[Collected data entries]
....

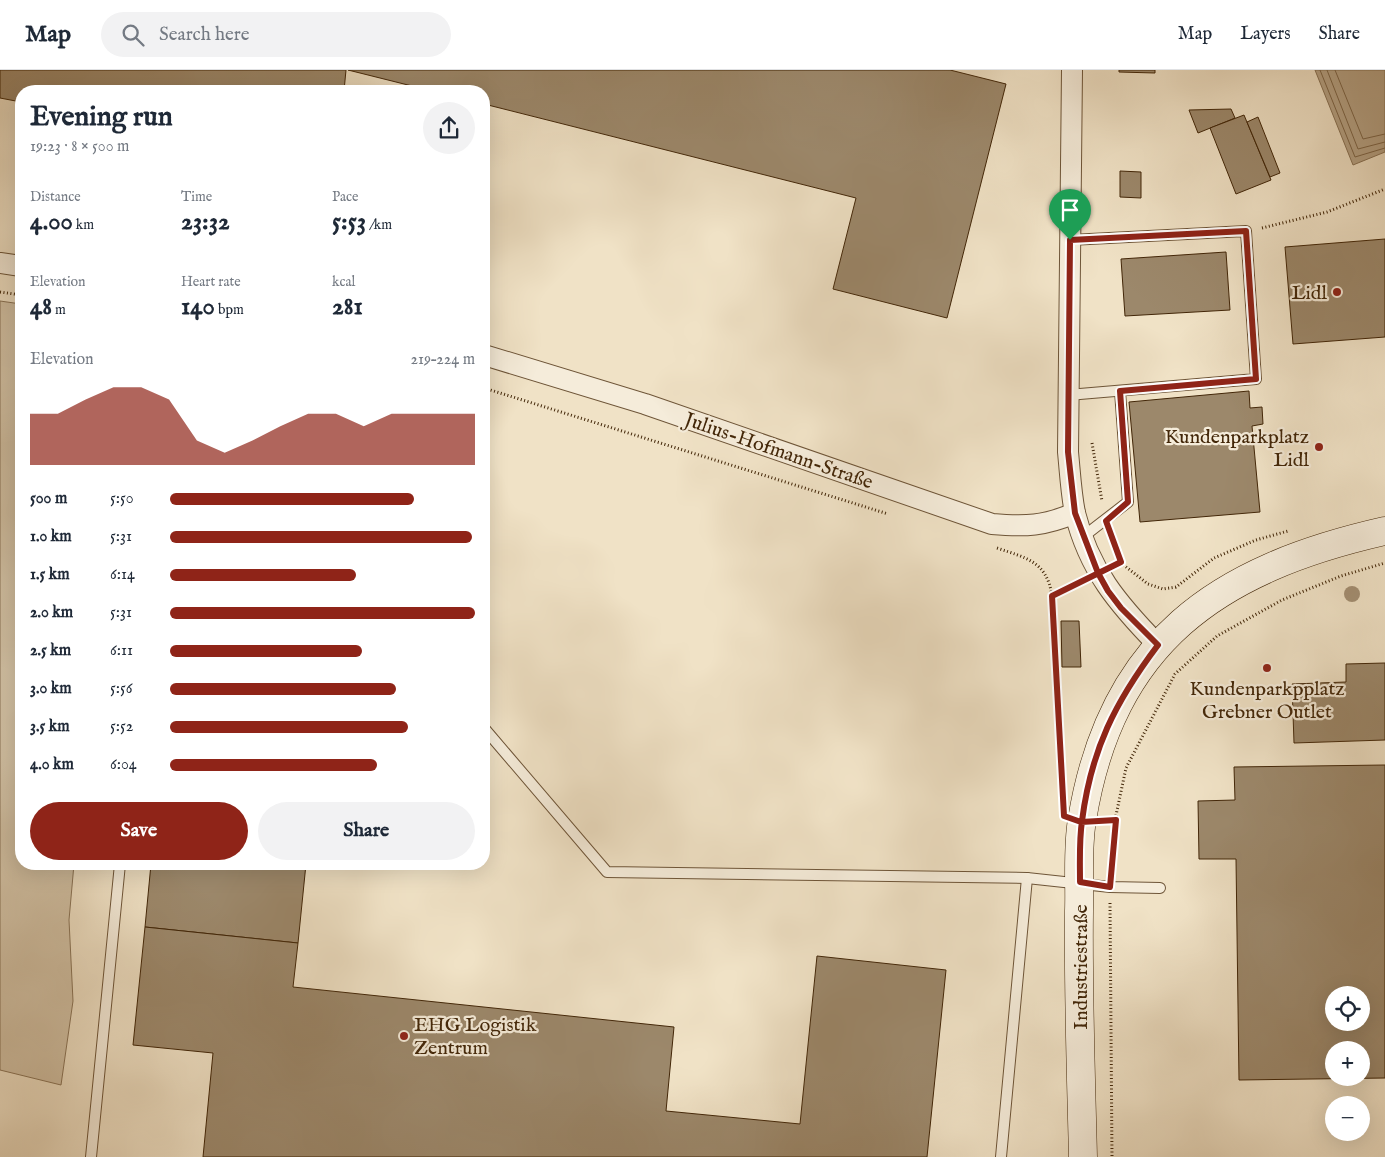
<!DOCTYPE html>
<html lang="en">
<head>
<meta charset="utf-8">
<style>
  body { margin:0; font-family:"IM FELL English",serif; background:#f2f2f3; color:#1f2937; height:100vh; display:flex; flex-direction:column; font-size:19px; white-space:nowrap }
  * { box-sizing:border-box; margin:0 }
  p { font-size:16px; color:#747a83 }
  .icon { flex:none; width:28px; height:28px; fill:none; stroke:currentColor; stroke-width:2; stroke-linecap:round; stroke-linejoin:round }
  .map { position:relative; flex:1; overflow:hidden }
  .details { position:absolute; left:15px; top:15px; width:475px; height:785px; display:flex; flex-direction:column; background:#fff; border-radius:20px; box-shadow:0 5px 20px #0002 }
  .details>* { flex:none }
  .tools { position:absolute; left:1325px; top:916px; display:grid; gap:10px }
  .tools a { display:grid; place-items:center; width:45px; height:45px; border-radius:50%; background:#fff; box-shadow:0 5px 20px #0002; font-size:25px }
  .pin { position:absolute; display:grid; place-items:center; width:42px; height:42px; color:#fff; margin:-51px -21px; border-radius:50% 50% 50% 0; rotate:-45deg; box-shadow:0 0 5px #0007 }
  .pin .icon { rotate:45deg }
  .round { display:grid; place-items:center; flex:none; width:52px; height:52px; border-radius:26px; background:#f2f2f3 }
  .overview { display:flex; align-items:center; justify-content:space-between; height:85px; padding:0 15px }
  h1 { font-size:28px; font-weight:700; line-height:38px }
  .figures { display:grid; grid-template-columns:repeat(3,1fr); gap:8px; height:85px; padding:5px 15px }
  .figures div { display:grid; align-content:center }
  .figures b { font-size:25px; font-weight:700 }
  .figures small { font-size:14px; font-weight:400 }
  .figures p { font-size:14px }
  .chart { height:140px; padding:10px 15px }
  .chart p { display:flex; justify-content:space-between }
  .chart svg { width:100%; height:90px; margin-top:5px; fill:#8f2418; opacity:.7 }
  .cta { display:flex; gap:10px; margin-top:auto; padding:10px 15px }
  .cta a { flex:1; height:58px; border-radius:30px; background:#8f2418; color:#fff; font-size:20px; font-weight:700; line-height:58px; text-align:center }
  .cta a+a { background:#f2f2f3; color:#1f2937 }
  ul { padding:0 15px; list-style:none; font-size:16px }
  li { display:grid; grid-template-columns:80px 60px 1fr; align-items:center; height:38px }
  li i { height:12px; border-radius:6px; background:#8f2418 }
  header { display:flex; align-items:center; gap:30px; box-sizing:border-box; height:70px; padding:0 25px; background:#fff; border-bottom:1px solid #e0e1e3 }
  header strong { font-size:24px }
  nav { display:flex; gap:28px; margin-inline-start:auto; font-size:18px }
  .search { width:350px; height:45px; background:#f2f2f3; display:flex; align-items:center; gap:12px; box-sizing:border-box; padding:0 18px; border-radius:28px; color:#747a83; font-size:19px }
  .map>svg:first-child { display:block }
</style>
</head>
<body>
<header>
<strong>Map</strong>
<div class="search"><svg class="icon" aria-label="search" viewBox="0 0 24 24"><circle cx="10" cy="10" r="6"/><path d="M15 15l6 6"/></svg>Search here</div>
<nav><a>Map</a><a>Layers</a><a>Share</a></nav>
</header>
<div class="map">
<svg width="1385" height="1087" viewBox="0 0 1385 1087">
  <rect width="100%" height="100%" fill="#f0e2c6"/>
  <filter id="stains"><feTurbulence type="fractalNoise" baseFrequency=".004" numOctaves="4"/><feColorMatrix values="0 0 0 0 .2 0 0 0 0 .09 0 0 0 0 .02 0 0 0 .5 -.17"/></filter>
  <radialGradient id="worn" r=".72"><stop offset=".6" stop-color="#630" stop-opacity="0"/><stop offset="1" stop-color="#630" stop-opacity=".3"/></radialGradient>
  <!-- green -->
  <polygon fill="#d2c2a6" stroke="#8a7457" points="0,231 21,234 21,794 74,794 69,850 73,931 61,1015 0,1000"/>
  <!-- water -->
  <polygon fill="#b5a285" stroke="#877053" points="1315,0 1385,0 1385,82 1353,95"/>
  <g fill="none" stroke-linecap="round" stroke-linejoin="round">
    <!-- shore -->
    <g stroke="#7c6446" stroke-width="1">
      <polyline points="1320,0 1355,87 1385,78"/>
      <polyline points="1327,0 1358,79 1385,72"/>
      <polyline points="1335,0 1363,69 1385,64"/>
    </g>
  </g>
  <!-- building -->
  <g fill="#9c886b" stroke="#422608" fill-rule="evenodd">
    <polygon points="0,0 346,0 344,21 21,21 21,32 0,28"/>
    <polygon points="348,0 950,0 1006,14 947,248 833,219 856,128 484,34 484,21 432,21"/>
    <polygon points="1119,0 1155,0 1155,3 1119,2"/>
    <polygon points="1231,39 1235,48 1198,63 1189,40"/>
    <polygon points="1244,45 1271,110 1236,124 1210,58"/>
    <polygon points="1258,47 1280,103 1270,107 1247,52"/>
    <polygon points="1120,101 1141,102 1141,128 1120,127"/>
    <polygon points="1385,169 1385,267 1293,274 1285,177"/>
    <polygon points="1226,182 1230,240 1125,246 1121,189"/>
    <polygon points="1249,321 1250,338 1262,337 1263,354 1252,356 1260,442 1140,452 1129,332"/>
    <polygon points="1061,551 1079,551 1081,597 1062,597"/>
    <polygon points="1385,593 1385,670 1294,673 1292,614 1346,612 1346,594"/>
    <path d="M1385,695V1008L1239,1010L1236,789H1199L1198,731L1235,730L1234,697ZM1334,925H1361V952H1334ZM1334,980H1361V1008H1334Z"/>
    <polygon points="151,794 306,794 298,873 145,857"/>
    <polygon points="145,857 298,873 293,917 674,957 666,1041 800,1054 817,886 946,900 927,1087 203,1087 213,983 133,975"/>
  </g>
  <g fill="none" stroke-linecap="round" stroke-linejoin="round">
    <defs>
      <g id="lane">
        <polyline points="1068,325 1256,309 1246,161 1070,170"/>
        <polyline points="1084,466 1128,432 1120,321"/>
        <polyline points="484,658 607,802 1027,808 1110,817 1160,818"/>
        <polyline points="91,1087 120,794"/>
        <polyline points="1001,1087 1027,808"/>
      </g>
      <g id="street">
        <path d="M1072,0L1068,382C1070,402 1071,423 1075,443C1089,500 1118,534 1158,575"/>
        <polyline points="0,193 21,196"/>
        <path d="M484,285L645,334L992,454C1026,457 1044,456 1075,443"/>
      </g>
      <path id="secondary" d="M1083,1087C1081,1005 1078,923 1079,841C1080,812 1077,779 1082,750C1111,571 1217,499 1385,461"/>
    </defs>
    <!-- lane casing -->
    <use href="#lane" stroke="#6e5538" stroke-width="12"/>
    <!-- street casing -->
    <use href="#street" stroke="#6e5538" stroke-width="22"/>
    <!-- secondary casing -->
    <use href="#secondary" stroke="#422608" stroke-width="29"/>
    <!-- path -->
    <g stroke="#422608" stroke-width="3" stroke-dasharray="1 2.5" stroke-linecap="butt">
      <polyline points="1262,158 1327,142 1385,119"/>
      <polyline points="0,222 21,225"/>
      <polyline points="484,318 888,444"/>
      <polyline points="1092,373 1102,431"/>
      <polyline points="1111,466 1121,493 1148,514 1163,519 1176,517 1214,488 1256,470 1288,461"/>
      <path d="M997,478C1026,488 1047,491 1052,526"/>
      <polyline points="1062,716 1052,526 1079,512"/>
      <polyline points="1109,751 1115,750 1126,698 1175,604 1217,566 1282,530 1341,506 1385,493"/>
      <polyline points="1111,802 1115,750"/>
      <polyline points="1110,833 1112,1087"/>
    </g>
    <!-- lane -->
    <use href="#lane" stroke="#f5ecda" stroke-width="10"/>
    <!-- street -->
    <use href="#street" stroke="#f5ecda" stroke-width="20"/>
    <!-- secondary -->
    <use href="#secondary" stroke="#f5ecda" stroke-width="28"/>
  </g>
  <!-- trees -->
  <circle fill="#a49074" cx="1352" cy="524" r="8"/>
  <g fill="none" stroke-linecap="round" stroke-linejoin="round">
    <defs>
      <path id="route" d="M1070,170L1068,382L1075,443L1098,503L1108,521L1121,538L1158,575C1115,632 1091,680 1082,751C1079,771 1080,792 1080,812L1110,817L1116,750L1081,752L1064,746L1052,526L1121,492L1106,451L1128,432L1120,321L1256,309L1246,161L1070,170"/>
    </defs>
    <!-- route casing -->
    <use href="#route" stroke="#fff" stroke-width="10"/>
    <!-- route -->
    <use href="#route" stroke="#8f2418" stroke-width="6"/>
  </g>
  <!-- markers -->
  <g fill="#8f2418" stroke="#f5ecda" stroke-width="2">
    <circle cx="1337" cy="222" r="5"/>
    <circle cx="1319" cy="377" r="5"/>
    <circle cx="1267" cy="598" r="5"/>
    <circle cx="404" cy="966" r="5"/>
  </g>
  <g text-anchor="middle" stroke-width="4.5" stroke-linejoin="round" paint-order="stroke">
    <!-- poi labels -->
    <g font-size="20" fill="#422608" stroke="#f5ecda" text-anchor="end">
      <text x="1327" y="229">Lidl</text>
      <text x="1309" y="373">Kundenparkplatz<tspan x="1309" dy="23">Lidl</tspan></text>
      <text x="1267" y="625" text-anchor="middle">Kundenparkpplatz<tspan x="1267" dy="23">Grebner Outlet</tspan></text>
      <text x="414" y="961" text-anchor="start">EHG Logistik<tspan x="414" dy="23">Zentrum</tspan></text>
    </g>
    <!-- street labels -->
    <g font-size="20" fill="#422608" stroke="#f5ecda">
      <text transform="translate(779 380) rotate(19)" y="7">Julius-Hofmann-Straße</text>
      <text transform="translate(1080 897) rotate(-90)" y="7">Industriestraße</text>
    </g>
  </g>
  <rect width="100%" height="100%" filter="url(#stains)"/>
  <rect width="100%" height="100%" fill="url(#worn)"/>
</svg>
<div class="tools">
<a><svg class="icon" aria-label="locate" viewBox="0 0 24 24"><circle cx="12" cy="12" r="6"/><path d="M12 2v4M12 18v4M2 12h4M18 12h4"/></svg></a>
<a>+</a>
<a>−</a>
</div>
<div class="pin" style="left:1070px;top:170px;background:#1e9e55"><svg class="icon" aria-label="arrive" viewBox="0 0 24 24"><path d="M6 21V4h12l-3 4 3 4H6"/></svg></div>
<section class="details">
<div class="overview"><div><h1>Evening run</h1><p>19:23 · 8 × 500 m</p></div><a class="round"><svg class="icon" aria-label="share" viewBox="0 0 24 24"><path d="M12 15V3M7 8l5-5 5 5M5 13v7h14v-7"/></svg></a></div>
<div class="figures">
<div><p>Distance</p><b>4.00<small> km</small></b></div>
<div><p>Time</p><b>23:32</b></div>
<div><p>Pace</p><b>5:53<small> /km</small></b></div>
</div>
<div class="figures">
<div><p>Elevation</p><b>48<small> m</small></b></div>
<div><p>Heart rate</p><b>140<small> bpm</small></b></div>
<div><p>kcal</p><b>281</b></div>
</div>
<div class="chart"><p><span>Elevation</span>219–224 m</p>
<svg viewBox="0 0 160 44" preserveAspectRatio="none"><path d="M0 44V19L10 19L20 12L30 6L40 6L50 12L60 32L70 38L80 32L90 25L100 19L110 19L120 25L130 19L140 19L150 19L160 19V44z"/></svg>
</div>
<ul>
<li><b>500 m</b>5:50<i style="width:80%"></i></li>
<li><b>1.0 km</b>5:31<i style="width:99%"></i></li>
<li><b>1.5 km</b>6:14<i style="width:61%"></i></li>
<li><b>2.0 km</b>5:31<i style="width:100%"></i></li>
<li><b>2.5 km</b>6:11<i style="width:63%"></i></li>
<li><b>3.0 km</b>5:56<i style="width:74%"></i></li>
<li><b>3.5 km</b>5:52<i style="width:78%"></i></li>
<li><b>4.0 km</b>6:04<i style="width:68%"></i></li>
</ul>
<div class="cta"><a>Save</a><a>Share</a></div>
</section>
</div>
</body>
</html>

....

Report all lines above with "Elevation".

<div><p>Elevation</p><b>48<small> m</small></b></div>
<div class="chart"><p><span>Elevation</span>219–224 m</p>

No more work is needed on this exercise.